The Government’s ‘build, build, build’ agenda is another big change that will have serious implications for the built environment.
Its goal is to speed up and modernise the planning system to deliver construction projects faster, with a particular focus on housebuilding.
Matt, who has been working within the UK planning system for more than 20 years, shares the frustrations held by landowners, developers and now Government ministers, that planning applications take too long to reach approval.
The Government estimates that delays in the planning system have reduced the number of small businesses involved in homebuilding from 40 per cent 30 years ago to just 12 per cent today.
However, Matt is not convinced it will be easy to speed up the process.
“We have a planning system for a reason and that’s to protect everybody’s interests,” he says.
“I think there are ways that you could improve it, but I think that varies from site-to-site and place-to-place.
“The headline timescales might be improved upon in terms of how long it takes for a plan to be adopted but you’re still required to provide the detail on things like contamination of the ground, flood risk and environmental protection at some point.
“You might be quicker at the beginning and give developers confidence that a site can progress in principle, but that information will still need to be provided.”
For Matt, the key to speeding up the planning process lies in better resourcing planning departments at local authorities.
“If local authorities were better funded, whether that’s on the planning policy side or planning application side, then I’m sure things could move quicker.

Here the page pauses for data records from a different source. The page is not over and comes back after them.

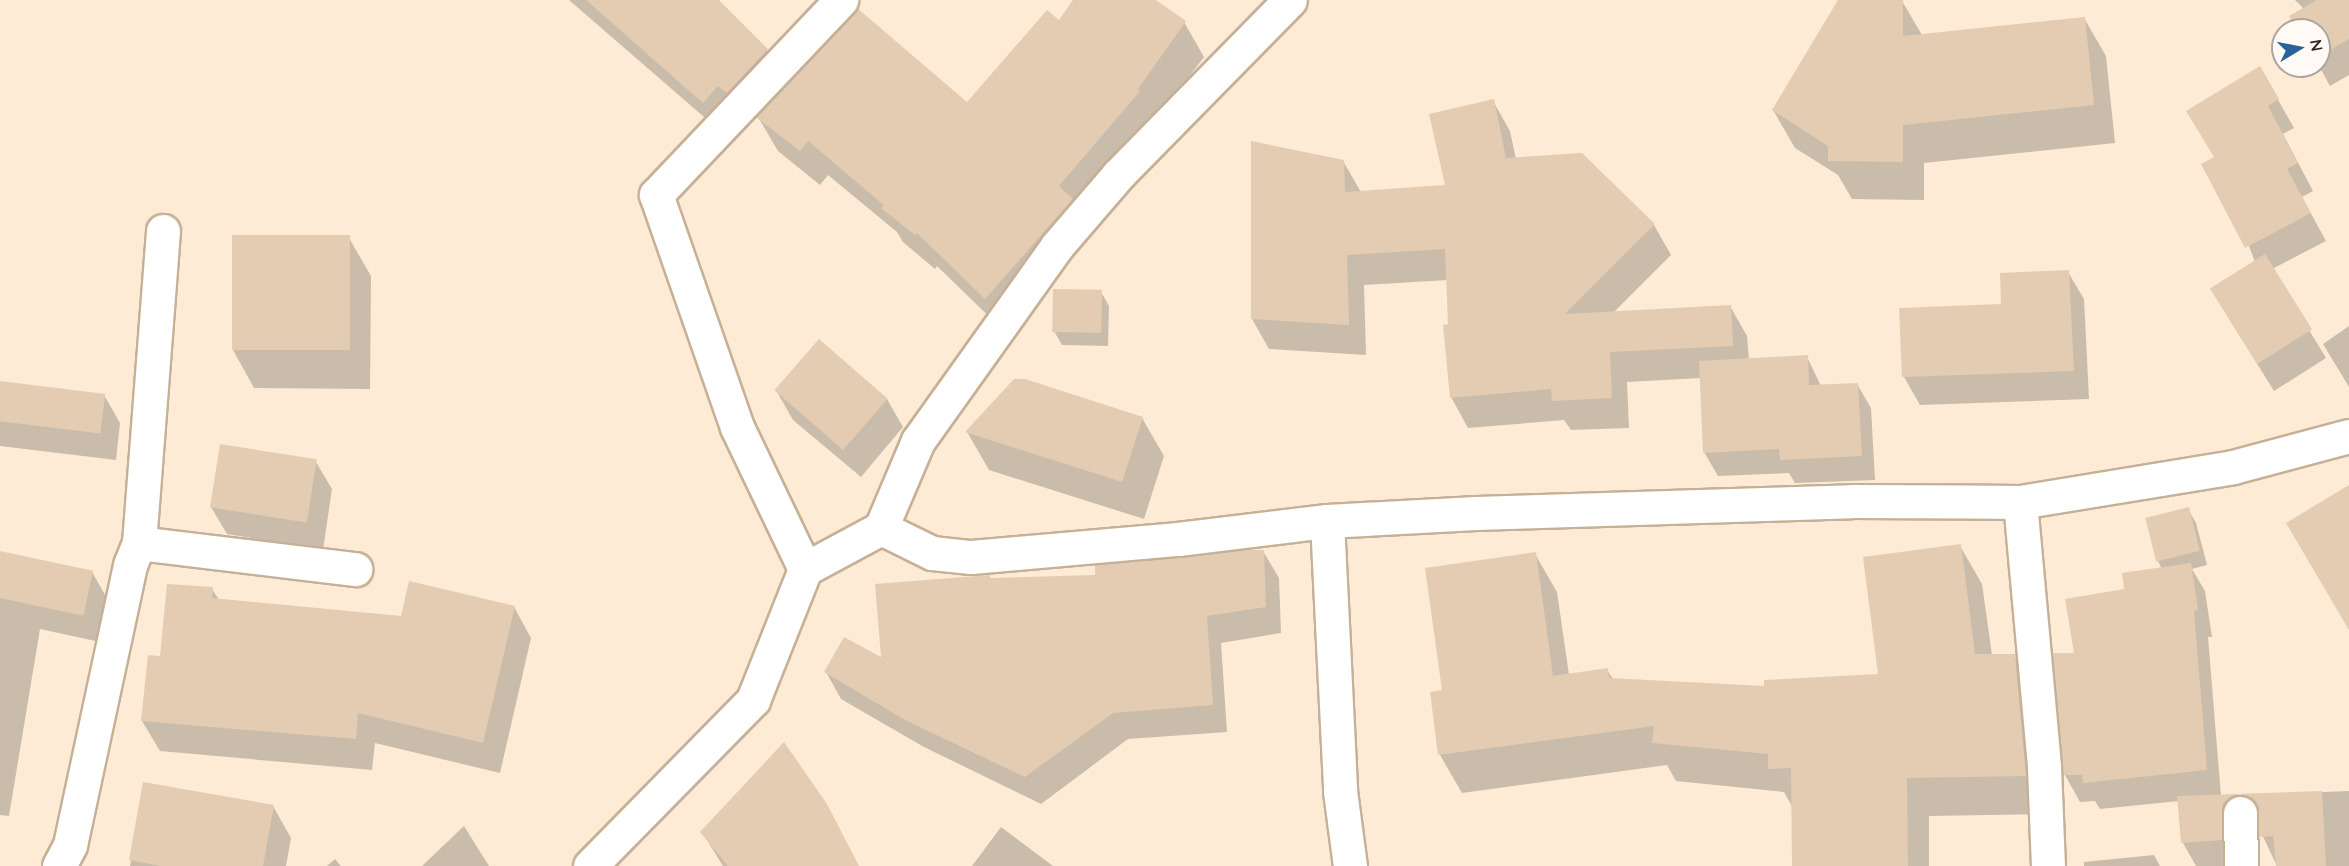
<!DOCTYPE html>
<style>
body{margin:0}
#map{position:relative;width:2349px;height:866px;overflow:hidden;background:#fdebd5;font-family:Quicksand,sans-serif}
div>[style]{position:absolute}
.shadow>*{inset:0;background:#0003}
.building>*{inset:0;background:#e3ccb2;transform-origin:0 0}
.roads{filter:drop-shadow(2px 0 #c6b096) drop-shadow(-2px 0 #c6b096) drop-shadow(0 2px #c6b096) drop-shadow(0 -2px #c6b096)}
.street>*{height:33px;margin:-16.5px;padding:0 16.5px;transform-origin:16.5px;border-radius:16.5px;background:#fff}
span{translate:-50% -50%;white-space:nowrap;text-align:center;line-height:1.15;-webkit-text-stroke:4.5px #fffaf5;paint-order:stroke}
.north{position:absolute;left:2271px;top:18px;width:60px;height:60px;box-sizing:border-box;background:#fffaf5;border:2px solid #aca69f;border-radius:50%;rotate:80deg;font-size:16px;font-weight:700;line-height:24px;text-align:center;color:#2f271d}
.north::after{content:'';display:block;margin:auto;width:21px;height:27px;background:#29629a;clip-path:polygon(50% 0,100% 100%,50% 72%,0 100%)}
</style>
<div id="map">
<div class="shadow">
<div style="clip-path:polygon(569px 0,717px 0,767px 50px,783px 78px,719px 130px)"></div>
<div style="clip-path:polygon(1075px 0,1154px 0,1184px 22px,1204px 57px,1081px 217px,1091px 234px,1005px 332px,937px 266px,935px 269px,903px 242px,897px 232px,828px 175px,820px 185px,778px 151px,758px 117px,967px 105px,1059px 22px)"></div>
<div style="clip-path:polygon(1840px 0,1902px 1px,1922px 35px,2084px 18px,2106px 56px,2115px 143px,1924px 163px,1924px 200px,1852px 199px,1838px 175px,1795px 148px,1773px 110px)"></div>
<div style="clip-path:polygon(2295px 0,2349px 0,2349px 75px,2330px 86px,2319px 66px,2319px 30px,2298px 30px,2304px 9px)"></div>
<div style="clip-path:polygon(2260px 68px,2294px 128px,2283px 134px,2313px 191px,2302px 197px,2326px 241px,2272px 269px,2326px 358px,2274px 391px,2228px 317px,2255px 262px,2216px 158px)"></div>
<div style="clip-path:polygon(1493px 101px,1510px 131px,1516px 159px,1654px 225px,1671px 255px,1613px 313px,1730px 306px,1747px 336px,1749px 360px,1807px 357px,1821px 386px,1857px 384px,1871px 408px,1875px 480px,1795px 483px,1789px 473px,1718px 476px,1704px 452px,1701px 378px,1627px 382px,1629px 428px,1571px 430px,1564px 420px,1468px 428px,1451px 397px,1448px 280px,1364px 285px,1366px 355px,1269px 349px,1252px 319px,1343px 161px,1361px 192px,1447px 187px)"></div>
<div style="clip-path:polygon(349px 238px,371px 276px,370px 389px,254px 388px,233px 350px)"></div>
<div style="clip-path:polygon(2068px 272px,2084px 299px,2089px 399px,1920px 405px,1904px 377px,2003px 306px)"></div>
<div style="clip-path:polygon(1101px 292px,1109px 306px,1108px 346px,1062px 345px,1054px 331px)"></div>
<div style="clip-path:polygon(2349px 326px,2349px 387px,2323px 344px)"></div>
<div style="clip-path:polygon(819px 341px,887px 399px,903px 427px,861px 477px,793px 420px,777px 392px)"></div>
<div style="clip-path:polygon(0 382px,104px 395px,120px 423px,116px 460px,0 446px)"></div>
<div style="clip-path:polygon(1142px 418px,1164px 456px,1144px 519px,989px 470px,967px 432px)"></div>
<div style="clip-path:polygon(316px 462px,332px 489px,323px 550px,227px 534px,211px 507px)"></div>
<div style="clip-path:polygon(2188px 509px,2196px 523px,2207px 565px,2192px 569px,2205px 591px,2212px 637px,2208px 637px,2221px 796px,2349px 791px,2349px 866px,2277px 866px,2257px 824px,2240px 835px,2239px 866px,2196px 866px,2183px 843px,2179px 801px,2100px 809px,2095px 801px,2080px 802px,2065px 775px,2076px 655px,2126px 590px,2162px 569px,2158px 561px)"></div>
<div style="clip-path:polygon(1960px 546px,1982px 584px,1992px 655px,2014px 655px,2036px 694px,2047px 814px,1929px 816px,1929px 866px,1793px 866px,1793px 808px,1784px 792px,1676px 781px,1667px 765px,1462px 793px,1440px 755px,1444px 692px,1535px 554px,1557px 592px,1569px 675px,1607px 670px,1613px 679px,1766px 688px,1880px 676px)"></div>
<div style="clip-path:polygon(1263px 551px,1279px 578px,1281px 633px,1221px 643px,1227px 732px,1128px 739px,1041px 804px,924px 747px,841px 699px,826px 672px,883px 660px,990px 580px,1097px 576px)"></div>
<div style="clip-path:polygon(0 553px,92px 572px,108px 600px,100px 642px,40px 629px,9px 816px,0 815px)"></div>
<div style="clip-path:polygon(212px 589px,219px 600px,403px 618px,514px 607px,531px 638px,500px 773px,375px 743px,372px 770px,160px 751px,142px 721px,161px 658px)"></div>
<div style="clip-path:polygon(144px 784px,273px 806px,291px 838px,286px 866px,130px 866px)"></div>
<div style="clip-path:polygon(464px 826px,489px 866px,422px 866px)"></div>
<div style="clip-path:polygon(1001px 827px,1053px 866px,972px 866px)"></div>
<div style="clip-path:polygon(702px 832px,859px 866px,723px 866px)"></div>
<div style="clip-path:polygon(2154px 855px,2160px 866px,2084px 866px,2084px 862px)"></div>
<div style="clip-path:polygon(335px 859px,341px 866px,327px 866px)"></div>
</div>
<div class="building">
<div style="clip-path:polygon(586px 0,719px 0,768px 49px,727px 93px,718px 86px,703px 103px)"></div>
<div style="clip-path:polygon(1073px 0,1156px 0,1186px 21px,1138px 89px,1140px 91px,1059px 186px,1073px 199px,985px 299px,917px 233px,915px 235px,881px 208px,884px 205px,808px 141px,800px 151px,756px 117px,857px 8px,967px 102px,1047px 10px,1059px 20px)"></div>
<div style="clip-path:polygon(1838px 0,1903px 0,1903px 36px,2085px 17px,2094px 105px,1903px 125px,1903px 162px,1828px 161px,1828px 146px,1772px 110px)"></div>
<div style="clip-path:polygon(2317px 0,2349px 0,2349px 39px,2319px 56px,2319px 30px,2297px 30px,2289px 16px)"></div>
<div style="clip-path:polygon(2260px 66px,2279px 99px,2268px 106px,2298px 163px,2287px 169px,2311px 213px,2245px 248px,2201px 164px,2214px 157px,2186px 111px)"></div>
<div style="clip-path:polygon(1494px 99px,1506px 158px,1582px 153px,1655px 224px,1565px 314px,1731px 305px,1733px 346px,1610px 352px,1612px 398px,1552px 401px,1551px 389px,1450px 398px,1443px 325px,1448px 324px,1445px 249px,1347px 255px,1349px 325px,1251px 319px,1251px 141px,1344px 160px,1345px 192px,1445px 185px,1429px 114px)"></div>
<div style="left:232px;top:235px;width:118px;height:115px"></div>
<div style="left:2265px;top:254px;width:89px;height:65px;rotate:58deg"></div>
<div style="clip-path:polygon(2069px 270px,2074px 371px,1902px 377px,1899px 308px,2001px 304px,2000px 273px)"></div>
<div style="left:1053px;top:289px;width:49px;height:43px;rotate:1deg"></div>
<div style="left:819px;top:339px;width:91px;height:68px;rotate:41deg"></div>
<div style="clip-path:polygon(1808px 355px,1809px 385px,1858px 383px,1862px 456px,1780px 460px,1779px 449px,1703px 453px,1699px 361px)"></div>
<div style="clip-path:polygon(1014px 379px,1025px 379px,1143px 417px,1122px 482px,965px 432px)"></div>
<div style="left:0;top:381px;width:106px;height:40px;rotate:7deg"></div>
<div style="left:220px;top:444px;width:98px;height:64px;rotate:9deg"></div>
<div style="clip-path:polygon(2349px 485px,2349px 630px,2286px 523px)"></div>
<div style="left:2189px;top:507px;width:45px;height:45px;rotate:76deg"></div>
<div style="clip-path:polygon(1961px 544px,1975px 654px,2015px 654px,2026px 776px,1907px 778px,1908px 866px,1792px 866px,1791px 768px,1768px 769px,1768px 754px,1652px 743px,1654px 726px,1438px 755px,1430px 692px,1442px 690px,1425px 568px,1536px 552px,1553px 676px,1608px 668px,1609px 678px,1764px 686px,1764px 680px,1878px 674px,1863px 557px)"></div>
<div style="clip-path:polygon(1241px 550px,1264px 550px,1266px 607px,1207px 616px,1213px 705px,1113px 713px,1025px 777px,907px 721px,824px 672px,844px 637px,881px 657px,875px 584px,990px 575px,990px 578px,1095px 575px,1095px 565px)"></div>
<div style="left:0;top:551px;width:95px;height:46px;rotate:12deg"></div>
<div style="clip-path:polygon(2191px 563px,2198px 610px,2194px 611px,2207px 770px,2083px 783px,2082px 775px,2063px 775px,2053px 653px,2074px 653px,2065px 599px,2124px 589px,2122px 573px)"></div>
<div style="clip-path:polygon(409px 581px,515px 606px,483px 743px,358px 713px,356px 739px,141px 721px,148px 655px,160px 656px,167px 584px,213px 587px,212px 598px,401px 616px)"></div>
<div style="clip-path:polygon(784px 742px,827px 804px,859px 866px,728px 866px,700px 832px)"></div>
<div style="clip-path:polygon(143px 782px,274px 805px,263px 866px,161px 866px,129px 860px)"></div>
<div style="clip-path:polygon(2322px 791px,2326px 866px,2276px 866px,2273px 836px,2259px 837px,2256px 804px,2240px 794px,2223px 804px,2222px 840px,2181px 843px,2177px 796px)"></div>
</div>
<div class="roads">
<div class="street">
<div style="left:2020px;top:502px;width:266px;rotate:84.8deg"></div>
<div style="left:2044px;top:767px;width:99px;rotate:87.7deg"></div>
<div style="left:1327px;top:521px;width:270px;rotate:87.2deg"></div>
<div style="left:1340px;top:791px;width:76px;rotate:82.4deg"></div>
<div style="left:881px;top:528px;width:57px;rotate:26.1deg"></div>
<div style="left:932px;top:553px;width:39px;rotate:6deg"></div>
<div style="left:971px;top:557px;width:208px;rotate:-5deg"></div>
<div style="left:1178px;top:539px;width:150px;rotate:-6.9deg"></div>
<div style="left:1327px;top:521px;width:149px;rotate:-3.1deg"></div>
<div style="left:1476px;top:513px;width:376px;rotate:-1.8deg"></div>
<div style="left:1852px;top:501px;width:168px;rotate:0.3deg"></div>
<div style="left:2020px;top:502px;width:216px;rotate:-9.3deg"></div>
<div style="left:2233px;top:467px;width:120px;rotate:-15deg"></div>
<div style="left:139px;top:543px;width:313px;rotate:-85.6deg"></div>
<div style="left:805px;top:569px;width:157px;rotate:-115.6deg"></div>
<div style="left:737px;top:427px;width:246px;rotate:-109.2deg"></div>
<div style="left:656px;top:195px;width:269px;rotate:-46.5deg"></div>
<div style="left:2240px;top:813px;width:53px;rotate:88.9deg"></div>
<div style="left:59px;top:866px;width:24px;rotate:-62deg"></div>
<div style="left:70px;top:845px;width:286px;rotate:-77.9deg"></div>
<div style="left:130px;top:565px;width:24px;rotate:-68deg"></div>
<div style="left:139px;top:543px;width:218px;rotate:6.9deg"></div>
<div style="left:590px;top:866px;width:233px;rotate:-45.5deg"></div>
<div style="left:753px;top:700px;width:141px;rotate:-68.3deg"></div>
<div style="left:805px;top:569px;width:86px;rotate:-28.3deg"></div>
<div style="left:881px;top:528px;width:95px;rotate:-67deg"></div>
<div style="left:918px;top:441px;width:239px;rotate:-54.5deg"></div>
<div style="left:1057px;top:246px;width:94px;rotate:-49.3deg"></div>
<div style="left:1118px;top:175px;width:245px;rotate:-45.5deg"></div>
</div>
</div>
<div class="north">N</div>
</div>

“Fundamentally, planning departments are much less well-resourced than they were ten or 15 years ago. It’s only too apparent on the projects we’re working on.”
While not without its problems, the emphasis on streamlining development and getting more applications approved faster is one that is being welcomed by Paul at housebuilder, Tolent.
He says: “The focus to speed up development for private and social housing on brownfield sites is a good idea and will kickstart other areas of development.”
Tolent is currently building 1763 new homes across 21 sites with a strong pipeline of development projects going into 2021 and beyond.
“The residential market, in general, remains one of our strongest sectors of work,” Paul adds.
Mark hopes that the planning changes will also encourage developers to take a more design-led approach and build homes that are better suited to homeworking.
“If developers feel like they can invest in what matters rather than having to invest in fighting something through the planning system, it might encourage a more design-led approach,” he says.
“Under the current system, the house itself can often be secondary. It becomes about investing in the process rather than the product.”
With major changes afoot in our working practices, in the office market, in our city centres, in our planning system and in the way homes are built, 2020 is looking more and more like an inflexion point from which a new kind of built environment will emerge.
What’s clear is that things are not going to go back to the way they were.